Deadline and Submission

16.nov (sunday)

Commits until 23:59

Submission the GitHub Pages' Link via insper.blackboard.com.

This is a open themed project where you will explore generative models, the only mandatory point is to use Stable Diffusion. In this project, you can choose work a framework to work with generative models, such as Text to {Image, Video, Audio}, vice-versa, or other combinations.

A suggestion of platform to explore is Comfy UI, which is an open-source platform for building and deploying generative AI models. It provides a user-friendly interface and tools to create, train, and deploy models for various generative tasks. Also, it supports a wide range of generative models, including text-to-image, image-to-image, and more.

Build on pipeline using generative models. You can start from templates available in Comfy UI or create your own from scratch. You can also explore other platforms or frameworks if you prefer.

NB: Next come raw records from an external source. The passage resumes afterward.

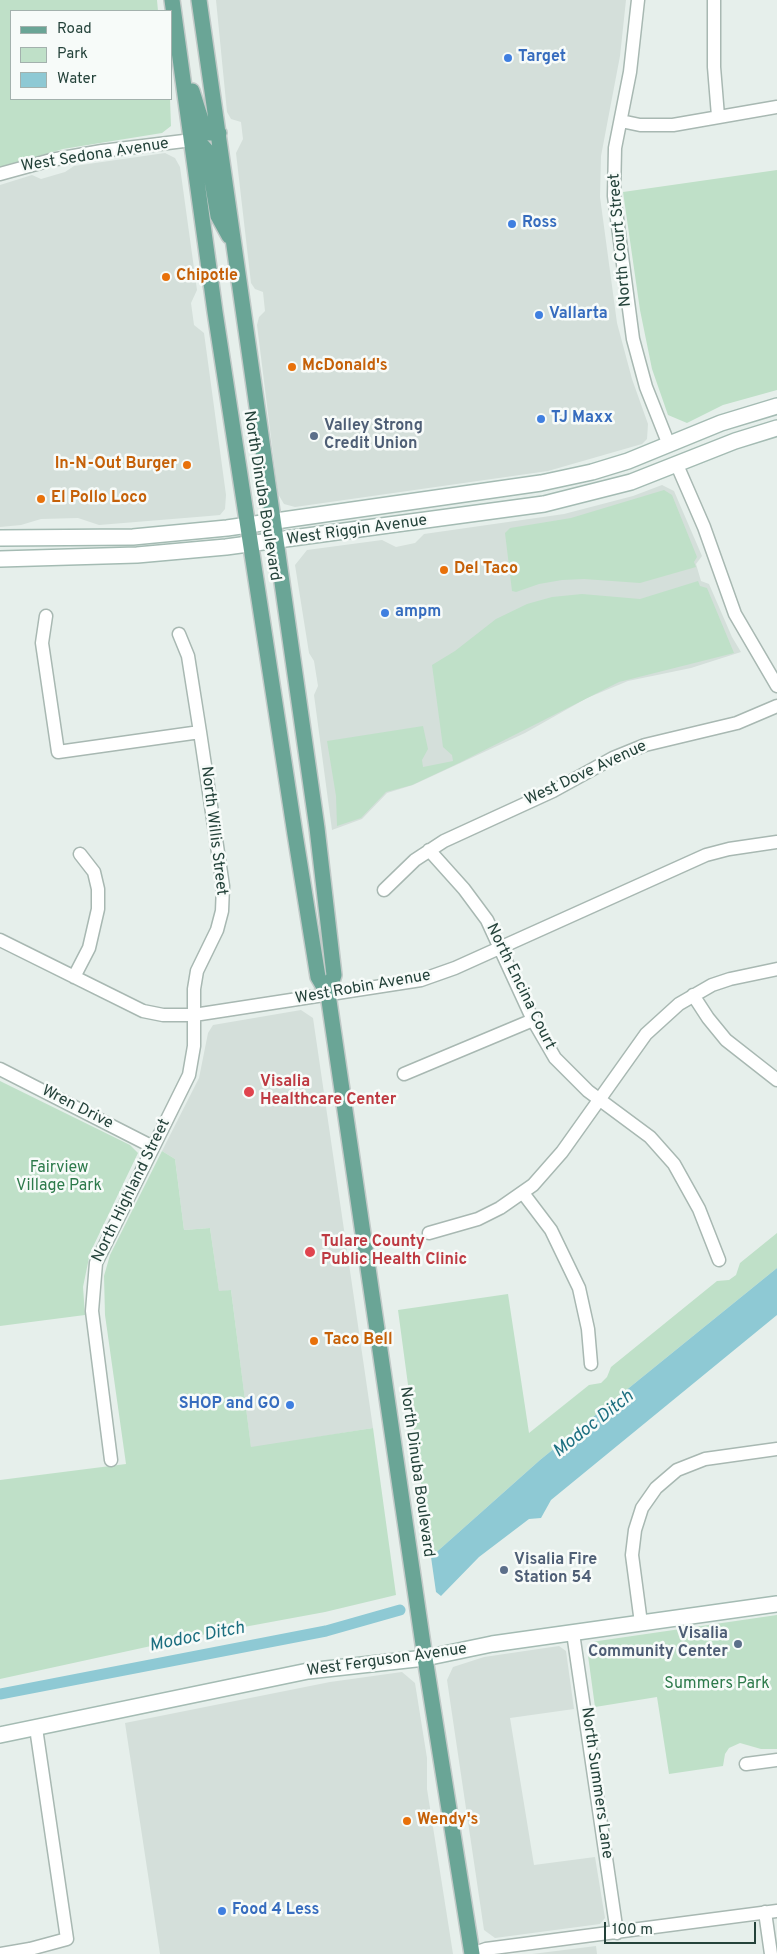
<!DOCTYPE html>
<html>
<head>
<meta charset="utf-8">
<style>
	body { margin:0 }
	#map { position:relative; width:777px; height:1954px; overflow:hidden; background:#e6efeb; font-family:Overpass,sans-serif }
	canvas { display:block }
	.legend { position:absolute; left:10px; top:10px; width:162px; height:90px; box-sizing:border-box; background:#f7fbf9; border:1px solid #a3b1ad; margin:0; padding:6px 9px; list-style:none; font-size:15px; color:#24423a }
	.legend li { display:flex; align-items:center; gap:10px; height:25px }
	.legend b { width:25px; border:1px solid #a3b1ad }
	.scale { position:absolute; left:604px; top:1922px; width:152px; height:22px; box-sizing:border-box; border:2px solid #24423a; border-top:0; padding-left:6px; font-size:15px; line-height:18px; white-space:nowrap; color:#24423a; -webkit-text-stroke:4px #f7fbf9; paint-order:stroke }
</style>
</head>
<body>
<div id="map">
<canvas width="777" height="1954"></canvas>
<ul class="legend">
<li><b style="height:6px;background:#6aa596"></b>Road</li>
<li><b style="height:14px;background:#bfe0c8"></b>Park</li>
<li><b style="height:14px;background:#8ec9d4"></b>Water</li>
</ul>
<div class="scale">100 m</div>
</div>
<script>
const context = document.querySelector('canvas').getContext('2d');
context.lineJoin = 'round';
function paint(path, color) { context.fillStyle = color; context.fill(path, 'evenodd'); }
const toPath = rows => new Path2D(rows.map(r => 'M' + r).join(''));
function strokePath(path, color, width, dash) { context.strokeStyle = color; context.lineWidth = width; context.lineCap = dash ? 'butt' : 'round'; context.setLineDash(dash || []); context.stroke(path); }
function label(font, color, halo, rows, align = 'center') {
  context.font = font + ' Overpass,sans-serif'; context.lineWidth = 5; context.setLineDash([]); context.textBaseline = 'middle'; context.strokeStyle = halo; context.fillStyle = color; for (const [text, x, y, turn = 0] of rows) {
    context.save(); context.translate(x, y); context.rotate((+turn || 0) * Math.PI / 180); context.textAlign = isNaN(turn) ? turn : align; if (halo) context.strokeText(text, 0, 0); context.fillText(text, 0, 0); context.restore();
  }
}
paint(toPath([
	[216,0,626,0,620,56,601,156,600,197,617,323,632,379,648,424,647,439,642,444,548,471,295,507,284,504,278,494,257,325,259,317,265,311,263,292,255,289,251,283,236,153,243,139,241,122,231,119,227,112],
	[165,153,175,158,180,167,197,290,191,303,194,325,204,333,226,495,225,509,220,515,209,516,99,525,78,518,41,519,21,525,0,527,0,185,32,175,41,179,65,172,74,166],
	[662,485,674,491,702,556,696,564,701,581,709,584,732,637,741,652,691,668,628,681,587,698,525,733,413,785,387,793,362,819,332,830,314,695,318,686,314,661,309,653,295,565,307,550,382,540,396,547,415,543,424,534,564,514,633,496],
	[301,1010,313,1018,373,1428,251,1448,231,1290,219,1292,210,1228,184,1230,175,1159,162,1151,199,1078,208,1033,213,1025],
	[559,1646,566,1651,574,1709,510,1718,534,1865,595,1857,605,1918,600,1924,495,1938,484,1930,447,1680,453,1667,484,1657],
	[402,1672,415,1683,427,1758,427,1789,453,1954,160,1954,125,1723,330,1682],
	[596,1946,597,1954,532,1954]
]), '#d4dfda');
paint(toPath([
	[0,0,157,0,158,11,11,11,11,99,170,99,171,126,162,133,63,149,0,167],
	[777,170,777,390,723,405,687,423,668,415,652,369,640,310,623,192],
	[664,490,672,495,697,557,694,562,696,567,640,583,584,579,562,580,539,584,516,592,512,591,505,533,510,528,571,518],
	[698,581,700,586,707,588,734,653,619,682,459,763,412,785,386,792,361,818,337,826,336,796,327,741,423,726,428,749,422,760,423,767,453,761,452,755,443,747,432,665,455,651,496,619,527,604,552,597,582,594,640,599],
	[0,1081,130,1145,138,1153,90,1253,83,1287,85,1315,0,1326],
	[162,1151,175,1159,184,1230,210,1228,219,1291,231,1290,251,1447,373,1428,396,1595,325,1612,206,1634,0,1679,0,1480,126,1464,105,1315,104,1276,110,1255],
	[777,1233,777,1268,540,1460,431,1557,398,1310,508,1294,529,1433,589,1385,601,1383,607,1377,611,1367,717,1281,729,1280,736,1275,740,1263],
	[777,1615,777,1749,761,1749,740,1743,729,1748,725,1754,723,1766,669,1774,657,1697,595,1707,587,1648,591,1642]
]), '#bfe0c8');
paint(toPath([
	[777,1268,777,1315,551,1500,541,1518,529,1519,479,1557,441,1596,436,1592,431,1557,540,1460]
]), '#8ec9d4');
strokePath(toPath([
	[0,1694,326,1631,400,1610]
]), '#8ec9d4', 11);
const street = toPath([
	[638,0,630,72,615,148,614,196,633,339,646,387,669,445],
	[714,0,714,67,718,116],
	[621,121,640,125,673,125,777,107],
	[0,174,51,160,102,151,192,140],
	[677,465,704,527,735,614,777,686],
	[46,616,42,643,58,752,200,732],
	[429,850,464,889,487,920,533,1020,555,1058,588,1091,650,1137,674,1164,699,1209,719,1260],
	[384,890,415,860,444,841,553,791,613,758,645,745,737,723,777,706],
	[0,940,143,1011,163,1015,194,1015,421,980,455,968,706,855,729,849,777,842],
	[74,977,89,948,98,909,98,889,94,872,80,854],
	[693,995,708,1018,726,1040,777,1080],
	[0,1069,153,1147],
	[404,1074,533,1020],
	[523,1193,551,1230,579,1288,588,1329,591,1364],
	[429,1233,478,1219,500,1208,533,1185,562,1152,646,1034,679,1004,712,985,730,979,777,969],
	[111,1460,92,1311,96,1263,189,1075,194,1046,194,989,197,971,217,930,222,911,223,886,200,732,188,656,179,634],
	[641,1623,632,1555,635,1530,642,1508,656,1488,677,1470,705,1459,777,1449],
	[573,1633,617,1933],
	[746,1764,777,1760],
	[765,1912,771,1954],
	[0,1954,30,1949,67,1939,36,1728],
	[472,1954,486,1949,777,1911]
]);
const secondary = toPath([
	[0,538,133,537,227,528,541,483,592,472,628,461,721,423,777,406],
	[0,559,137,555,226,547,544,504,631,482,735,441,777,428],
	[0,1735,308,1671,425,1658,492,1644,777,1604]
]);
const primary = toPath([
	[172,0,215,312,295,834,318,977,328,994,425,1658,472,1954],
	[199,0,317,828,334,975,328,994],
	[192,91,204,129,210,133,219,133],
	[192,140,198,141,207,151,218,216,229,236]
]);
strokePath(street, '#a8b8b2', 15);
strokePath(secondary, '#a4bbb3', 18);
strokePath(primary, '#c2cac8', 18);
strokePath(street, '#fff', 12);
strokePath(secondary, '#fff', 15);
strokePath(primary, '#6aa596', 15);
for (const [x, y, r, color] of [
	[508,58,5,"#3f7fe0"],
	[512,224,5,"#3f7fe0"],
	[166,277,5,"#e8710a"],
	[539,315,5,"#3f7fe0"],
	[292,367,5,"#e8710a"],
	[541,419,5,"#3f7fe0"],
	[314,436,5,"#5c6f8a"],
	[187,465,5,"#e8710a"],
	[41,499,5,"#e8710a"],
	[444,570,5,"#e8710a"],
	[385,613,5,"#3f7fe0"],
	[249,1092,6,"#e0444e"],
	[310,1252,6,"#e0444e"],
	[314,1341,5,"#e8710a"],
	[290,1405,5,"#3f7fe0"],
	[504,1570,5,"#5c6f8a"],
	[738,1644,5,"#5c6f8a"],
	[407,1821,5,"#e8710a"],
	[222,1911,5,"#3f7fe0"]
]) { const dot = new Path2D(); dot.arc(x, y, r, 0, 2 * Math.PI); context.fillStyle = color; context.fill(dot); strokePath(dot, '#f7fbf9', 2); }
label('bold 16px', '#366cbe', '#f7fbf9', [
	["Target",518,58],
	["Ross",522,224],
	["Vallarta",549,315],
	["TJ Maxx",551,419],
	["ampm",395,613],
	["SHOP and GO",280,1405,"right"],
	["Food 4 Less",232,1911]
], 'left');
label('16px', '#24423a', '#f7fbf9', [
	["West Sedona Avenue",95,156,-9],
	["North Court Street",621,240,-95],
	["North Dinuba Boulevard",261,496,81],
	["West Riggin Avenue",357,531,-8],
	["West Dove Avenue",586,774,-25],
	["North Willis Street",213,831,83],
	["North Encina Court",520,987,64],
	["West Robin Avenue",363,988,-10],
	["Wren Drive",77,1108,27],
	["North Highland Street",132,1191,-64],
	["North Dinuba Boulevard",416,1472,82],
	["West Ferguson Avenue",387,1661,-8],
	["North Summers Lane",596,1783,82]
]);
label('bold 16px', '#c56008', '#f7fbf9', [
	["Chipotle",176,277],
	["McDonald's",302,367],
	["In-N-Out Burger",177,465,"right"],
	["El Pollo Loco",51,499],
	["Del Taco",454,570],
	["Taco Bell",324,1341],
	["Wendy's",417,1821]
], 'left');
label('bold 16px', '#4e5e75', '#f7fbf9', [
	["Valley Strong",324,427],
	["Credit Union",324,445],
	["Visalia Fire",514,1561],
	["Station 54",514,1579],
	["Visalia",728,1635,"right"],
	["Community Center",728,1653,"right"]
], 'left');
label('bold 16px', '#be3a42', '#f7fbf9', [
	["Visalia",260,1083],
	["Healthcare Center",260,1101],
	["Tulare County",321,1243],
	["Public Health Clinic",321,1261]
], 'left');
label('16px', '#2d7a4b', '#f7fbf9', [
	["Fairview",59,1169],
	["Village Park",59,1187],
	["Summers Park",717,1685]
]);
label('italic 18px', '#1c6f80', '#f7fbf9', [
	["Modoc Ditch",594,1425,-38],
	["Modoc Ditch",197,1638,-11]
]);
</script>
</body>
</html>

For example, you can create a text-to-image pipeline that generates images based on textual descriptions. So, you have to explain the architecture of the models used, the connections between them, and the results obtained. You can also explore other combinations, such as image-to-text, video-to-audio, etc.

Criteria

Criterion	Description
I	- Delivery of none or incomplete project.
D	- Delivery of a basic project with errors; - OR, explanation of the model architecture is missing.
C	- Delivery of one implementation (Image2Video, Video2Image, etc.) with correct model architecture explanation. - At least, 5 examples of input-output pairs (different parameters).
B	- Delivery of two implementations (Image2Video, Video2Image, etc.) with correct model architecture explanation and its respective input-output pairs.
A	- Delivery of B. - Additional use of LoRA, ControlNet, or other advanced techniques.

A half-grade will be added or subtracted based on the quality of the report, examples provided and creativity of the project.

Reports and Examples

In your submission, include a report explaining the architecture of the models used, the connections between them, and the results obtained. For example, you can include diagrams or flowcharts to illustrate the pipeline, and, explain the blocks involved with its contribution to the overall system.

In case of not explaining the architecture and the models used and ALL this blocks, the maximum grade will be C.

No Free Lunch

Take care with cost of the models. Avoid using paid services or APIs that require payment. The project should be developed using free and open-source tools and platforms.